PROBLEM STATEMENT:
In the entries that follow, the first line to write out is the one containing "display:grid; grid-template-columns:80px 60px", and the last is the one containing "2 1 2 8 2 1". Reproduce that stretch exactly, with nothing before or after it.

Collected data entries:
****
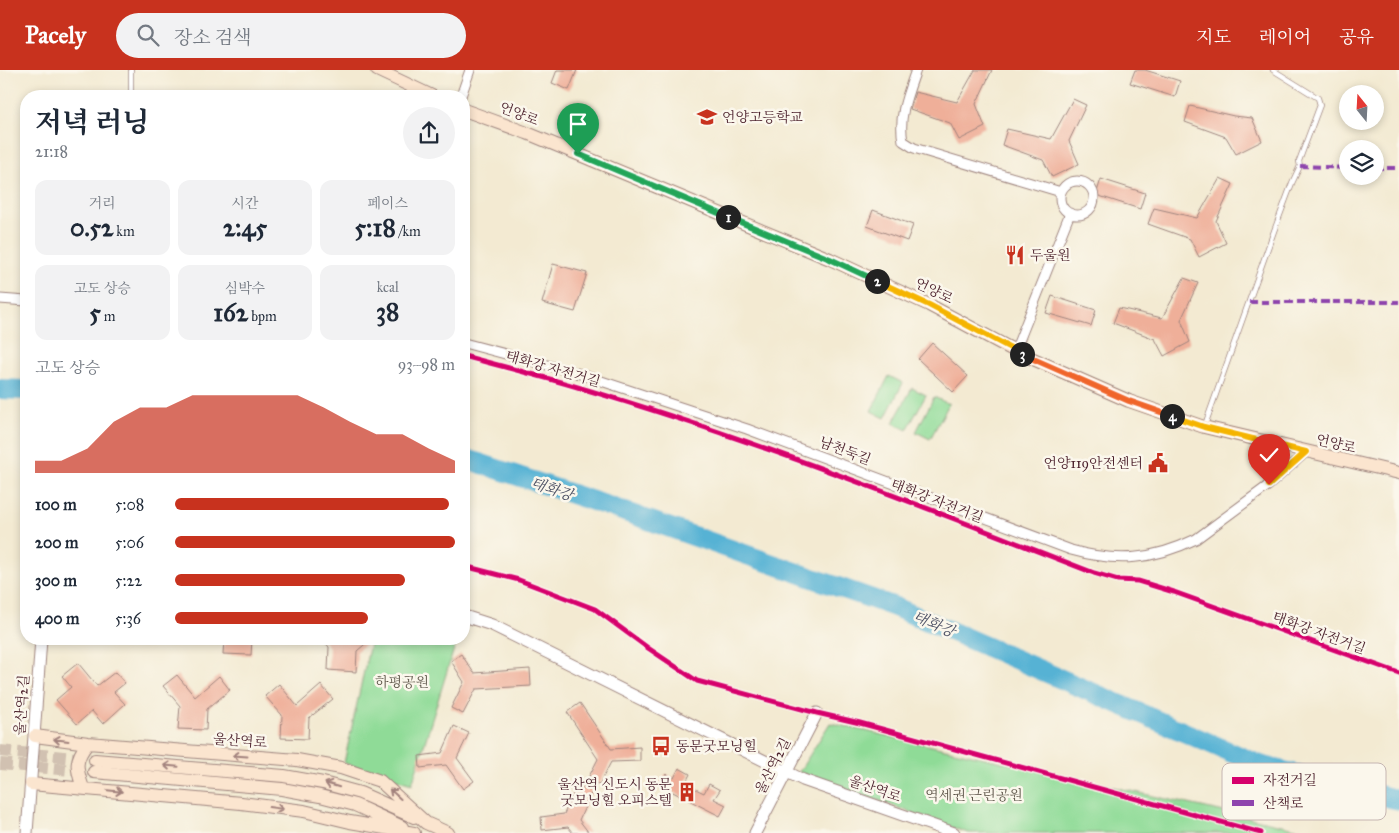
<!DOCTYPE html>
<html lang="ko">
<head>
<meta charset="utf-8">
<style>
	:root { --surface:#fff; --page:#f2f2f3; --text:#1f2937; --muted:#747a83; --accent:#c8321e }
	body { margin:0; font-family:"IM FELL Great Primer","Noto Serif KR",serif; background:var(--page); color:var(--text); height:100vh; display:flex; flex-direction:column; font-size:19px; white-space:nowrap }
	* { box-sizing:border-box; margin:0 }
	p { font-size:16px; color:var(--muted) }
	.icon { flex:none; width:28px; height:28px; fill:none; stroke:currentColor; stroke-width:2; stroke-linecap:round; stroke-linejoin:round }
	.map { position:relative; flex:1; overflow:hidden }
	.sheet { position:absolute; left:20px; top:20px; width:450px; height:555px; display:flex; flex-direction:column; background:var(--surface); border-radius:20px; box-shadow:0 2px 8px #0003 }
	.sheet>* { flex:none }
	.needle { width:32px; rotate:342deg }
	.fabs { position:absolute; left:1339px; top:15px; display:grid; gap:10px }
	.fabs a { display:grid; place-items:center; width:45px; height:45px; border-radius:50%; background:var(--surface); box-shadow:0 2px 8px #0003; font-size:25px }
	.pin { position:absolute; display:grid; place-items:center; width:42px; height:42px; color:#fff; margin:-51px -21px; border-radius:50% 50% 50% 0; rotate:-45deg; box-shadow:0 0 5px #0007 }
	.pin .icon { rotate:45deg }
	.km { position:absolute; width:25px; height:25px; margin:-12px; border-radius:50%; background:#222; color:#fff; font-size:14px; line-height:25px; text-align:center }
	.round { display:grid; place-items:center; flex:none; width:52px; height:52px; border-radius:26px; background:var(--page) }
	.overview { display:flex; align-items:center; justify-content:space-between; height:85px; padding:0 15px }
	h1 { font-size:28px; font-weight:700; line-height:38px }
	.metrics { display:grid; grid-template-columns:repeat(3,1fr); gap:8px; height:85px; padding:5px 15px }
	.metrics div { display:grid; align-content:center; border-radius:12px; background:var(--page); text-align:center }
	.metrics b { font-size:25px; font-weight:700 }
	.metrics small { font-size:14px; font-weight:400 }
	.metrics p { font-size:14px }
	.chart { height:140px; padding:10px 15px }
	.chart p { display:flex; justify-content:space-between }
	.chart svg { width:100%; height:90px; margin-top:5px; fill:var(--accent); opacity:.7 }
	ul { padding:0 15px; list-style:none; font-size:16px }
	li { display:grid; grid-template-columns:80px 60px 1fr; align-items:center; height:38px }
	li i { height:12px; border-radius:6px; background:var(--accent) }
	header { display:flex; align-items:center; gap:30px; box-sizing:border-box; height:70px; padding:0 25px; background:var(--accent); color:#fff }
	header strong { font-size:24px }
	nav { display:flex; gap:28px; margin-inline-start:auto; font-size:18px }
	.search { width:350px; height:45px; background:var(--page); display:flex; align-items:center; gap:12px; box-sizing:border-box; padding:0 18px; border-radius:28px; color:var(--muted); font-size:19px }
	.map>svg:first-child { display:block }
</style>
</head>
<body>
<header>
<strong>Pacely</strong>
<div class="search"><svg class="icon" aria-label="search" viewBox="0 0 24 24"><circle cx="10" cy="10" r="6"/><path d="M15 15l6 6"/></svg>장소 검색</div>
<nav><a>지도</a><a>레이어</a><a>공유</a></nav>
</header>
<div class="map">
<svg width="1399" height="763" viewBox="0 0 1399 763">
	<rect width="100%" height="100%" fill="#fbf7ec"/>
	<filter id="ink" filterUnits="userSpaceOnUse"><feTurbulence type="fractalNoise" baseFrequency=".02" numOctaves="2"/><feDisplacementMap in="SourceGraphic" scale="10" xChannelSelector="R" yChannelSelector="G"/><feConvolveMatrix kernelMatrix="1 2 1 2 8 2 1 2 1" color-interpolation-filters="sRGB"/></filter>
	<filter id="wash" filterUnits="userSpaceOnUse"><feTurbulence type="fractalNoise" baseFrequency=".0096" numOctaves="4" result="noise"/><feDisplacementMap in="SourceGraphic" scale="20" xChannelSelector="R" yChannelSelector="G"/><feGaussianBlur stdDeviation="1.12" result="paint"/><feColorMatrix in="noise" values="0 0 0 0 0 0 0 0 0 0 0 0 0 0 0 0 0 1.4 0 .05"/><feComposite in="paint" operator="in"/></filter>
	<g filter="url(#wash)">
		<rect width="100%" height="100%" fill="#f3ead2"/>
		<path fill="#8fdb97" stroke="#6c7d61" d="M889,306L903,313L885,348L871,341Z
			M912,318L926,325L907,360L893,353Z
			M934,327L949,334L930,369L916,362Z
			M371,569H457L412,714L344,693Z
			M830,653L1317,763H968L799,702Z"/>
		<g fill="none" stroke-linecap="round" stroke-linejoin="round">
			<path stroke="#56b2d4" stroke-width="20" d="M0,319L26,320
				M464,388L611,437L895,537L1260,695L1399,730"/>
		</g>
		<g id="blocks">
			<path fill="#efaf99" d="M557,0H577L569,20L552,13Z
				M975,0H992L976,34L985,57L959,70L950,53L910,39L915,22L957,32Z
				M1135,0H1145L1180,11L1175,27L1130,13Z
				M1073,29L1086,35L1069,71L1079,94L1052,107L1043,90L1002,75L1007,59L1051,69Z
				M1190,36L1234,46L1252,48L1262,71L1236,84L1226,67L1185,52Z
				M1220,108L1233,114L1216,151L1226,173L1199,187L1190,169L1148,154L1154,138L1197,148Z
				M1101,109L1145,123L1140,139L1096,125Z
				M873,140L913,155L907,171L867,156Z
				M553,194L587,203L575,242L542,233Z
				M1184,208L1198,213L1181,250L1190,272L1164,286L1155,269L1113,253L1119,238L1162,248Z
				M1052,226L1096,240L1091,256L1046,243Z
				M932,273L968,306L953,322L918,289Z
				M224,569H252L251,585L223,584Z
				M322,569H371L357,581L356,602L328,600L329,577Z
				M461,584L474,603L530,599L531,616L476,619L463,644L451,638L464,612L451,591Z
				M78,593L97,616L115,602L125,613L114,622L125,634L103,654L92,641L77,654L56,630L71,617L62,606Z
				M177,605L195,627L219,606L230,620L207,639L206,660L178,659L180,636L163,616Z
				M279,614L297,636L321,615L333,629L309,648L308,669L281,668L282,645L265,626Z
				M580,633L611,679L640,677V691L611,692L599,715L596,713L579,750L589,763H573L568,757L542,760L541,747L564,744L576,718L582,720L598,689L567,642Z
				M454,656L469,663L457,688L474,711L463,719L446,695L420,698L419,686L442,683Z
				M679,698L690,704L685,714L704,723L709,714L720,720L714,729L726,735L720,746L659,715L666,704L674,708Z"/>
		</g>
	</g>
	<g filter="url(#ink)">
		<use href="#blocks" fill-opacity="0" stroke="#9e847e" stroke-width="1"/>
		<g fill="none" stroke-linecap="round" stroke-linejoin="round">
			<path stroke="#d1c1b1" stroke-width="12" stroke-dasharray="12 6" stroke-linecap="butt" d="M0,681L95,690
				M0,694L94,702"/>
			<defs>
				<path id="service" d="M131,26V0
					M1205,355L1274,161L1292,113L1300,96L1299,91L1320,35L1318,28L1273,0"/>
				<path id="minor" d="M916,0C908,23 898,46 903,71L914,78L1061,122
					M461,26L470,0
					M1060 128a17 17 0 1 1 34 0a17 17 0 1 1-34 0Z
					M0,229L26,231
					M464,273L577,303L747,359L1071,480C1117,493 1153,490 1196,469L1269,415L1306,382
					M1015,281L1070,143"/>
				<path id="tertiary" d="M464,546L492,555L803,710L954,763
					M27,763L41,569
					M755,763L817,643"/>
				<path id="secondary" d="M377,0L432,26
					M464,40L527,63L830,189L929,235L1015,281L1129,331L1204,357L1399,403
					M35,666L88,673L297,690L341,698L380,711L426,753L448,763
					M95,690L284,706L323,713L360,723L414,747
					M94,702L282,719L320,726L355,735L402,757
					M31,714L241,733L304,741L350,752L414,763
					M83,718C76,698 74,690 88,673"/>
			</defs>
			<use href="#service" stroke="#9e847e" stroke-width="6"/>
			<use href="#minor" stroke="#9e847e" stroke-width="11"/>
			<use href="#tertiary" stroke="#9e847e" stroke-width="13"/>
			<use href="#secondary" stroke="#9e847e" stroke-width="14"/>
			<use href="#service" stroke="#fff" stroke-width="4.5"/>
			<use href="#minor" stroke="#fff" stroke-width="9"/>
			<use href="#tertiary" stroke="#fff" stroke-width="11"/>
			<use href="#secondary" stroke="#fbe5cf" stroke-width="12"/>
			<path stroke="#8e44ad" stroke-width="4" stroke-dasharray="8 4" stroke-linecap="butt" d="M1300,96L1348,98
				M1375,98H1399
				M1249,232H1399"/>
			<defs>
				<path id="cycleway" d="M464,286C504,297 545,307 584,319C757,370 926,438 1094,503L1118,510L1138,511L1174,522L1399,603
					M464,496L519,510L595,539L648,578L697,611L817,643L860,653L1261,763"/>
			</defs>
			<use href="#cycleway" stroke="#fbf7ec" stroke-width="8"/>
			<use href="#cycleway" stroke="#d6006c" stroke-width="5"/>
		</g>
		<defs><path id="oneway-shaft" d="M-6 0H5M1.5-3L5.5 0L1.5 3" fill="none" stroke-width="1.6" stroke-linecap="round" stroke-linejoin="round" transform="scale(1.25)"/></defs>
		<g stroke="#a2827d">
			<use href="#oneway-shaft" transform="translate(61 670) rotate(-173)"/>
			<use href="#oneway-shaft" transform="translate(240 686) rotate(-176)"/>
			<use href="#oneway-shaft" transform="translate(171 696) rotate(-175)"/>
			<use href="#oneway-shaft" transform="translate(332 715) rotate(-163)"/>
			<use href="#oneway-shaft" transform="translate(115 721) rotate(6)"/>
			<use href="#oneway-shaft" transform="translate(395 724) rotate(-138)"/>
			<use href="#oneway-shaft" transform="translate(276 738) rotate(8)"/>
		</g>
	</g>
	<g fill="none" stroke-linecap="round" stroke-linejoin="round" filter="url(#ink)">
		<defs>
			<path id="split-1" d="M578,84L728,147"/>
			<path id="split-2" d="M728,147L830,189L877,211"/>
			<path id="split-3" d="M877,211L929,235L1022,284"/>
			<path id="split-4" d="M1022,284L1129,331L1172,346"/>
			<path id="split-5" d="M1172,346L1204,357L1306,382L1269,415"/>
		</defs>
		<use href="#split-1" stroke="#fff" stroke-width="10"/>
		<use href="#split-2" stroke="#fff" stroke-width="10"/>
		<use href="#split-3" stroke="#fff" stroke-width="10"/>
		<use href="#split-4" stroke="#fff" stroke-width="10"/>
		<use href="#split-5" stroke="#fff" stroke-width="10"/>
		<use href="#split-1" stroke="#22a559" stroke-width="6"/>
		<use href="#split-2" stroke="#22a559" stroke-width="6"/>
		<use href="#split-3" stroke="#f5b400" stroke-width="6"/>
		<use href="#split-4" stroke="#f0652b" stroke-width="6"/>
		<use href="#split-5" stroke="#f5b400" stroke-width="6"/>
	</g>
	<defs>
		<symbol id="school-bare" viewBox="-9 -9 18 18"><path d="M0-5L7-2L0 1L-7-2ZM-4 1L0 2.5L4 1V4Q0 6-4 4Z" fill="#c8321e" stroke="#fbf7ec" stroke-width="2.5" paint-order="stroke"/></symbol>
		<symbol id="restaurant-bare" viewBox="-9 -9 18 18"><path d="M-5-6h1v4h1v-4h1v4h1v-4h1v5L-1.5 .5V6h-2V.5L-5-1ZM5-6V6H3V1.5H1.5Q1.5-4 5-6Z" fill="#c8321e" stroke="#fbf7ec" stroke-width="2.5" paint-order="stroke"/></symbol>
		<symbol id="civic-bare" viewBox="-9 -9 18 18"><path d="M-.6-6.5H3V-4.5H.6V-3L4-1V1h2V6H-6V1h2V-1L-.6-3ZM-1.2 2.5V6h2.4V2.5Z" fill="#c8321e" stroke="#fbf7ec" stroke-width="2.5" paint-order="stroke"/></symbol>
		<symbol id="bus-bare" viewBox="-9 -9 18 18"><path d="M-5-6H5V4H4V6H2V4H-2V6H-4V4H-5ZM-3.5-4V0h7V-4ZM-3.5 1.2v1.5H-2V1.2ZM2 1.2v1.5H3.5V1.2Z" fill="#c8321e" stroke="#fbf7ec" stroke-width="2.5" paint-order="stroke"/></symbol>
		<symbol id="building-bare" viewBox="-9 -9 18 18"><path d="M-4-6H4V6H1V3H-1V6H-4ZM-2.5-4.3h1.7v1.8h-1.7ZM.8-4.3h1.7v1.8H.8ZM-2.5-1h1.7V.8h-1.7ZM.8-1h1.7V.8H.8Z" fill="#c8321e" stroke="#fbf7ec" stroke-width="2.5" paint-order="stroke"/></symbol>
	</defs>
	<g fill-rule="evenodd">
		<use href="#school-bare" x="693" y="33" width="28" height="28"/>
		<use href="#restaurant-bare" x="1001" y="171" width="28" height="28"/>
		<use href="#civic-bare" x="1144" y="379" width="28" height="28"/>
		<use href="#bus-bare" x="647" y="662" width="28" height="28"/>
		<use href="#building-bare" x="673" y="708" width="28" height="28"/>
	</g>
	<g text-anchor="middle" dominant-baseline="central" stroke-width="5" stroke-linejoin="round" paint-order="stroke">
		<g font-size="14" fill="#4a1f2b" stroke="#fbf7ec">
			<text transform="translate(519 44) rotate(21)">언양로</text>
			<text transform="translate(934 221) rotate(26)">언양로</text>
			<text transform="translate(553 299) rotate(16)">태화강 자전거길</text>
			<text transform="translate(1336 374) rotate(13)">언양로</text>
			<text transform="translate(845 381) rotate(21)">남천둑길</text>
			<text transform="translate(937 431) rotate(21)">태화강 자전거길</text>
			<text transform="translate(1319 563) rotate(20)">태화강 자전거길</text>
			<text transform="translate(22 635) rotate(-86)">울산역2길</text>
			<text transform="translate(240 671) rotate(4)">울산역로</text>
			<text transform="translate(773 696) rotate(-63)">울산역2길</text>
			<text transform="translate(875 719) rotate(19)">울산역로</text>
		</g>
		<g font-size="14" fill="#4a1f2b" stroke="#fbf7ec" text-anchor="start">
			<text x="722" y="47">언양고등학교</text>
			<text x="1030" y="185">두울원</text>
			<text x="1143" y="393" text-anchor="end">언양119안전센터</text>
			<text x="676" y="676">동문굿모닝힐</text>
			<text x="672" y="714" text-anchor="end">울산역 신도시 동문<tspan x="672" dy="16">굿모닝힐 오피스텔</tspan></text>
		</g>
		<g font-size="14" fill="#5f574b" stroke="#fbf7ec">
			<text x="402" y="612">하평공원</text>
			<text x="974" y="725">역세권 근린공원</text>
		</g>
		<g font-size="15" font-style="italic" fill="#4e5266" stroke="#fbf7ec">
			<text transform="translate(552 419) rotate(19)">태화강</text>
			<text transform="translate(934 554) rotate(23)">태화강</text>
		</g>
	</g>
	<rect x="1222" y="693" width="164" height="57" rx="8" fill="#fbf7ec" stroke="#c6b6b2" stroke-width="1"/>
	<rect x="1232" y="707" width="22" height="7" fill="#d6006c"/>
	<rect x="1232" y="730" width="22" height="6" fill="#8e44ad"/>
	<g font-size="14" fill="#4a1f2b">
		<text x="1263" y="715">자전거길</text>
		<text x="1263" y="738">산책로</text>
	</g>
</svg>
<div class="fabs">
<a><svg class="needle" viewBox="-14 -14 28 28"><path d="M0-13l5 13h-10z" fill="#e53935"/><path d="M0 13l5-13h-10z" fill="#747a83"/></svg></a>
<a><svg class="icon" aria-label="layers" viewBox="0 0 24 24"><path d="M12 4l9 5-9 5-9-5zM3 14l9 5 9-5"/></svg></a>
</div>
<div class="pin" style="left:578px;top:84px;background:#1e9e55"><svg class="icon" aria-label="arrive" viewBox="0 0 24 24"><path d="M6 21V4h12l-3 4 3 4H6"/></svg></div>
<div class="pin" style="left:1269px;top:415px;background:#d93025"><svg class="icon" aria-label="check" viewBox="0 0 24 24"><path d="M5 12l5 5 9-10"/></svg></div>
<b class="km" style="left:728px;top:147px">1</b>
<b class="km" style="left:877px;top:211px">2</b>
<b class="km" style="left:1022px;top:284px">3</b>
<b class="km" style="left:1172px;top:346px">4</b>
<section class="sheet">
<div class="overview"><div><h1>저녁 러닝</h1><p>21:18</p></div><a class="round"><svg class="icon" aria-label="share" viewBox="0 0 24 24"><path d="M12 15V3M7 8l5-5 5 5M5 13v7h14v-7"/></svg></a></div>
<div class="metrics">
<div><p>거리</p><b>0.52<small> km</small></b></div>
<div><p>시간</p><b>2:45</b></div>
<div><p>페이스</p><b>5:18<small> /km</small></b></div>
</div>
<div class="metrics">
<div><p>고도 상승</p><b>5<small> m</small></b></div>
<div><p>심박수</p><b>162<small> bpm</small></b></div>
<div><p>kcal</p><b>38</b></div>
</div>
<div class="chart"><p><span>고도 상승</span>93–98 m</p>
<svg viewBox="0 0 160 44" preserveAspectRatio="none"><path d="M0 44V38L10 38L20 32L30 19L40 12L50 12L60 6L70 6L80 6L90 6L100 6L110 12L120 19L130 25L140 25L150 32L160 38V44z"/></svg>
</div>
<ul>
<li><b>100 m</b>5:08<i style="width:98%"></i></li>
<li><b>200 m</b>5:06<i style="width:100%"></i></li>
<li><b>300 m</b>5:22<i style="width:82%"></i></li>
<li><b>400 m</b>5:36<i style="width:69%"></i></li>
</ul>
</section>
</div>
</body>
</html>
****
TASK RESPONSE:
	li { display:grid; grid-template-columns:80px 60px 1fr; align-items:center; height:38px }
	li i { height:12px; border-radius:6px; background:var(--accent) }
	header { display:flex; align-items:center; gap:30px; box-sizing:border-box; height:70px; padding:0 25px; background:var(--accent); color:#fff }
	header strong { font-size:24px }
	nav { display:flex; gap:28px; margin-inline-start:auto; font-size:18px }
	.search { width:350px; height:45px; background:var(--page); display:flex; align-items:center; gap:12px; box-sizing:border-box; padding:0 18px; border-radius:28px; color:var(--muted); font-size:19px }
	.map>svg:first-child { display:block }
</style>
</head>
<body>
<header>
<strong>Pacely</strong>
<div class="search"><svg class="icon" aria-label="search" viewBox="0 0 24 24"><circle cx="10" cy="10" r="6"/><path d="M15 15l6 6"/></svg>장소 검색</div>
<nav><a>지도</a><a>레이어</a><a>공유</a></nav>
</header>
<div class="map">
<svg width="1399" height="763" viewBox="0 0 1399 763">
	<rect width="100%" height="100%" fill="#fbf7ec"/>
	<filter id="ink" filterUnits="userSpaceOnUse"><feTurbulence type="fractalNoise" baseFrequency=".02" numOctaves="2"/><feDisplacementMap in="SourceGraphic" scale="10" xChannelSelector="R" yChannelSelector="G"/><feConvolveMatrix kernelMatrix="1 2 1 2 8 2 1 2 1" color-interpolation-filters="sRGB"/></filter>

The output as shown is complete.